One of the examples he used was that "Austin Powers: International Man of Mystery opened in America and Canada on 2nd May 1997, but South Koreans had to wait until 19th November 2000 to see it." Can you even imagine that happening now? There would be fan riots! :)
More Money. Now
For one, the day of the week drives movie traffic just like it does in the US. More people are going to actually be going to movie theaters on a Friday night (date night!) and Saturday than on any other nights of the week. So the studios are able to sweeten that footprint of movie viewers and capture more dollars. Now, not tomorrow. And that rapid rise in dollars that are caught acts like lubricant to other people to get them into the movie theater doors as well - because after all, if EVERYONE is seeing it, shouldn't you too?
Piracy
One of the reasons studios have moved to have same date or similar date releases internationally is due to piracy. In fact, not only are movies now released at the same time in Asia and Europe - they may be released a day or two actually AHEAD of the US.
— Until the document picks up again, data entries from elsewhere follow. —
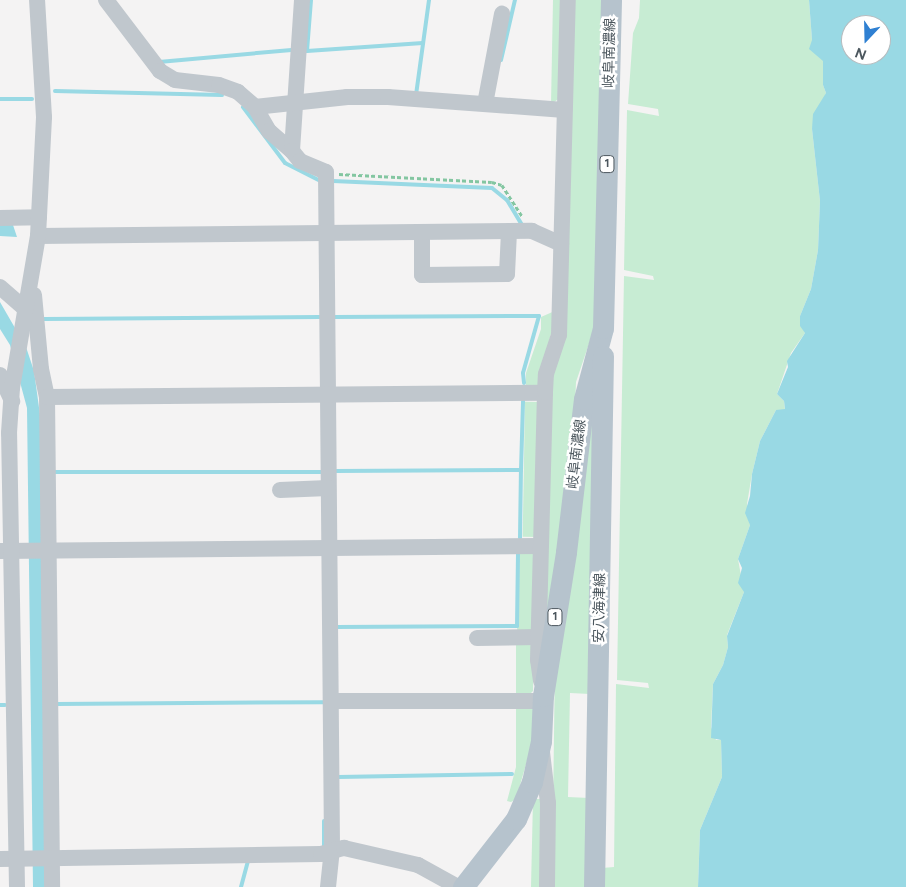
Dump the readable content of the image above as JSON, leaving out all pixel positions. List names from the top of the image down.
{
  "streets": {
    "main road": ["岐阜南濃線", "1", "安八海津線"]
  },
  "crossings": [
    ["岐阜南濃線", "安八海津線"]
  ],
  "north": "bottom"
}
The reasoning here is that before this change, more blatantly bad piracy acts of individuals sitting in the theater with a video recorder held up, recording what is on screen for later sharing to all on piracy sites was occurring. And fans hungry for anything would be willing to watch it, as the loooong wait of up to half a year + for the film to come out in their market just wasn't worth the wait.
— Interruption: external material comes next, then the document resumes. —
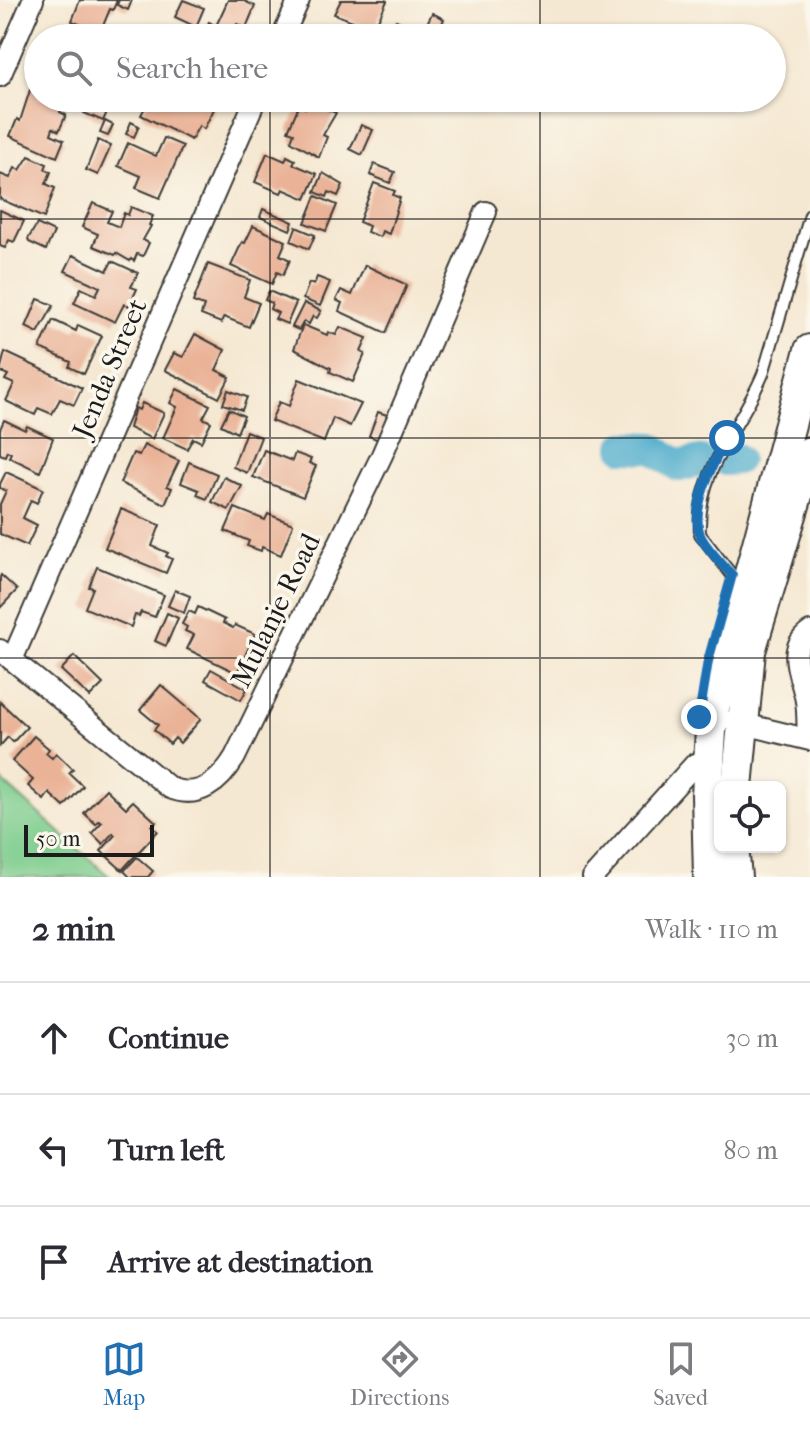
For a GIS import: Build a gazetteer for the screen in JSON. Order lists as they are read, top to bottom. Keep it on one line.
{"streets":{"street":["Jenda Street","Mulanje Road"]},"crossings":[["Jenda Street","Mulanje Road"]],"scale_bar":"50 m","page":{"search":"Search here","scale":"50 m","heading":["2 min","Walk · 110 m"],"list":[["Continue","30 m"],["Turn left","80 m"],"Arrive at destination"],"nav":["Map","Directions","Saved"]}}
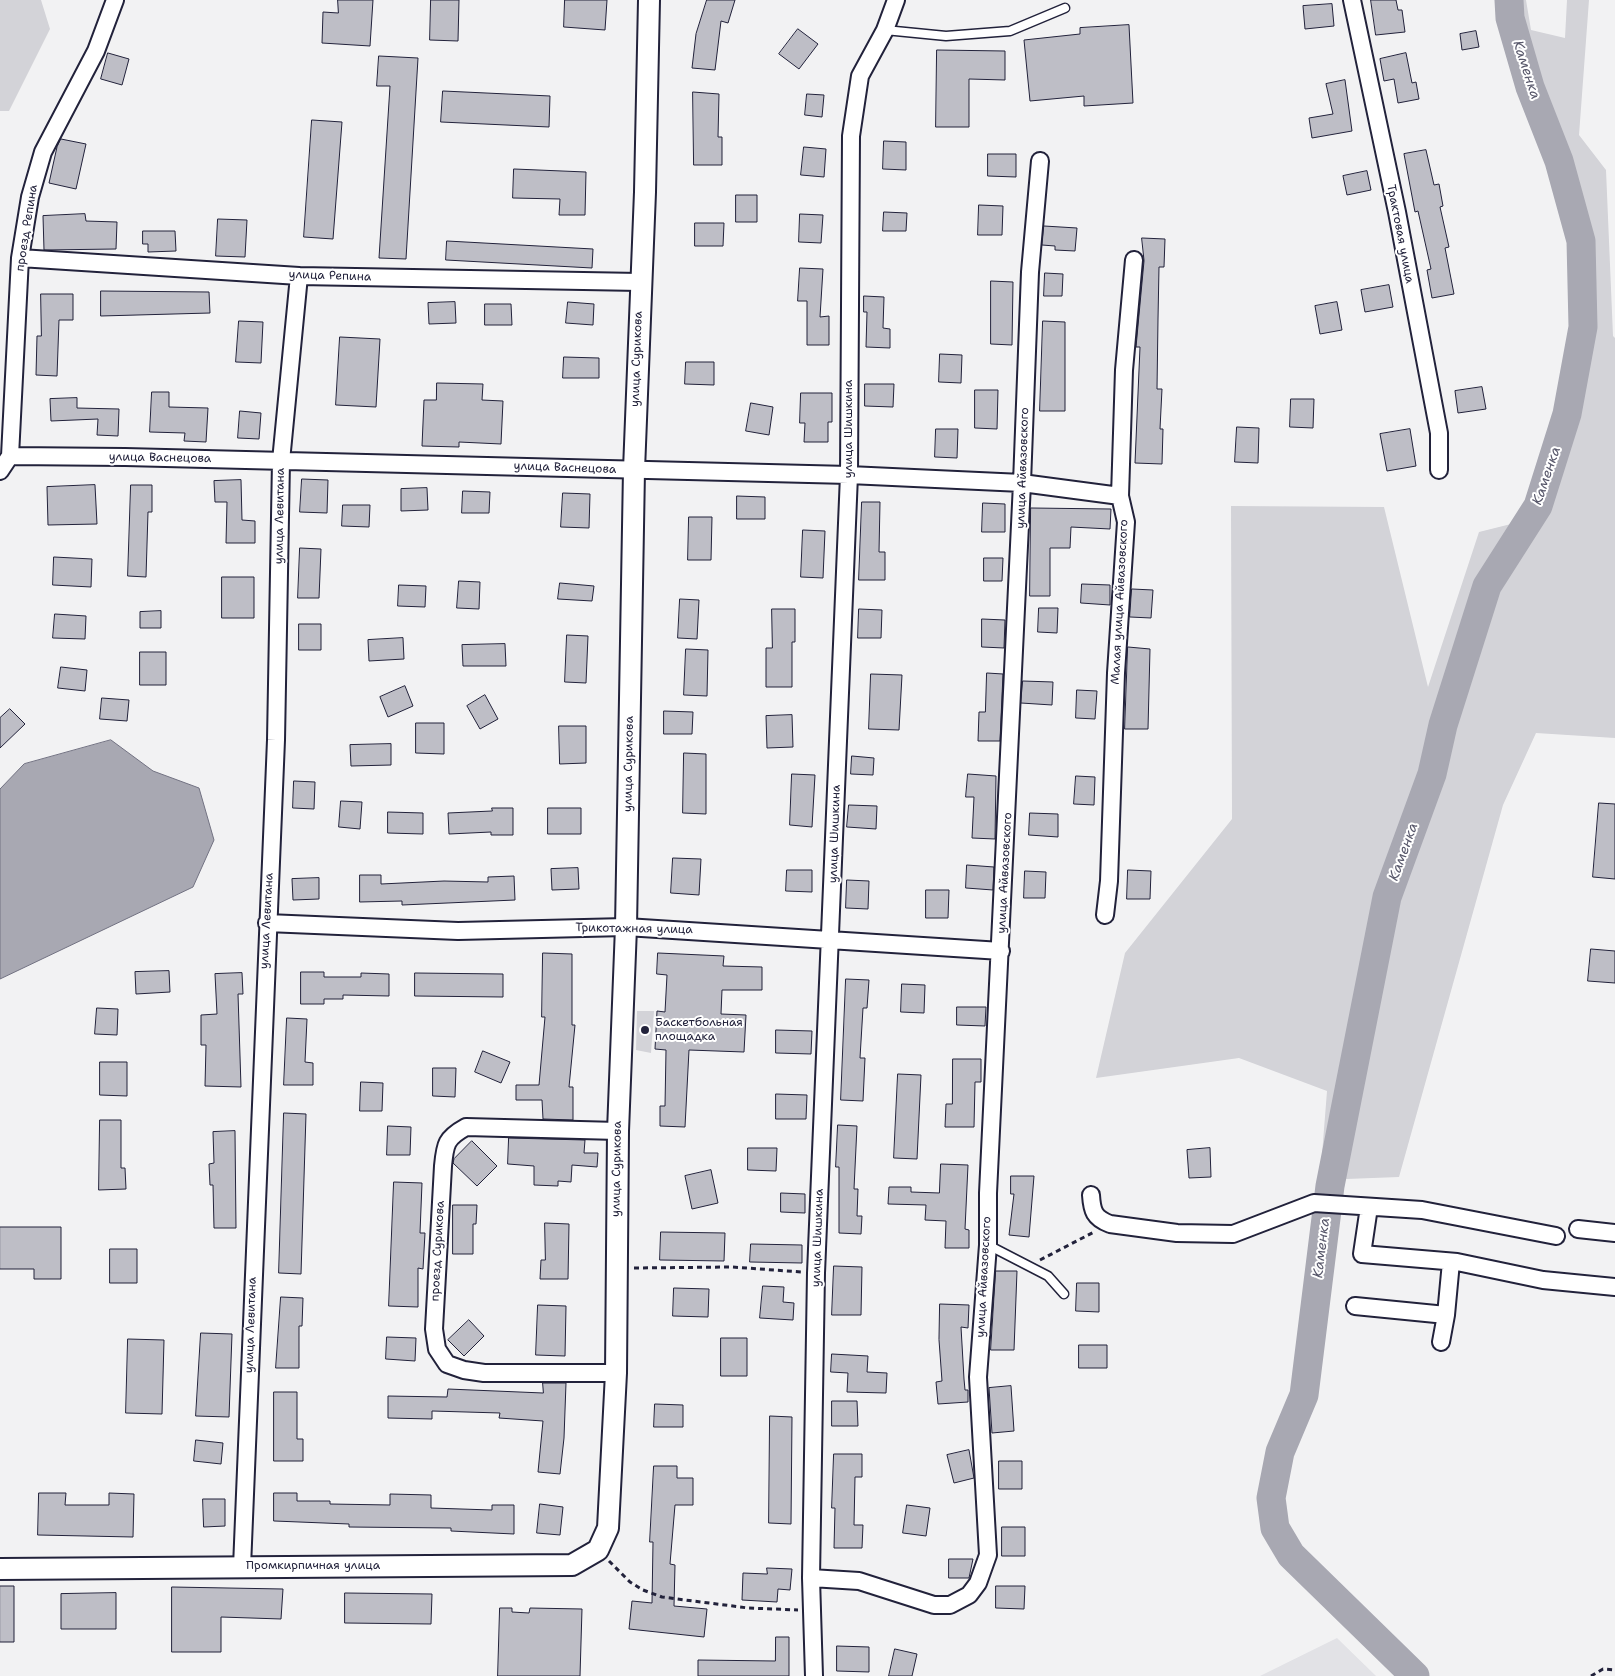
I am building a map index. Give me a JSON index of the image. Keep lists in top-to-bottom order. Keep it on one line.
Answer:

Piracy isn't going to go anywhere, but this is one of the best ways the movie studios can damper the negatives to some degree.
Home Entertainment
Even with home entertainment, you are seeing dates push up closer to the date of the initial movie release versus waiting 6 to 9 months (or longer) to be available for home viewers. In large part - or in all part - that reason is technology. No longer does VHS production have to occur - with copies of the films actually recorded on tape, and then shipped and warehoused to get to distributors. That world is gone with the ability to Stream on Demand, and the creation of that home entertainment component has scaled down sizably with both cost and time for the studios.
Movie Marketing
Studios can be better planners - creating a global program for the film versus looking at advertising in just the US, then just in Asia, then just in Europe, et al. Instead, just like with brand marketers, a true campaign can be created. Same-date release allows a studio to mount a major word-of-mouth AND social media (hey, it’s kinda the same) campaign around the film, and also push advertising spend across all countries through traditional print, radio and TV channels as well.
The Reason We Care - Brand Marketing
And the best reason for this change - at least to our way of thinknig? Is that it provides brand marketers a better ease to wrap their own marketing dollars around the film, and create a true co-branded marketing campaign around the specific launch period or targeted marketing period already alotted for the brand.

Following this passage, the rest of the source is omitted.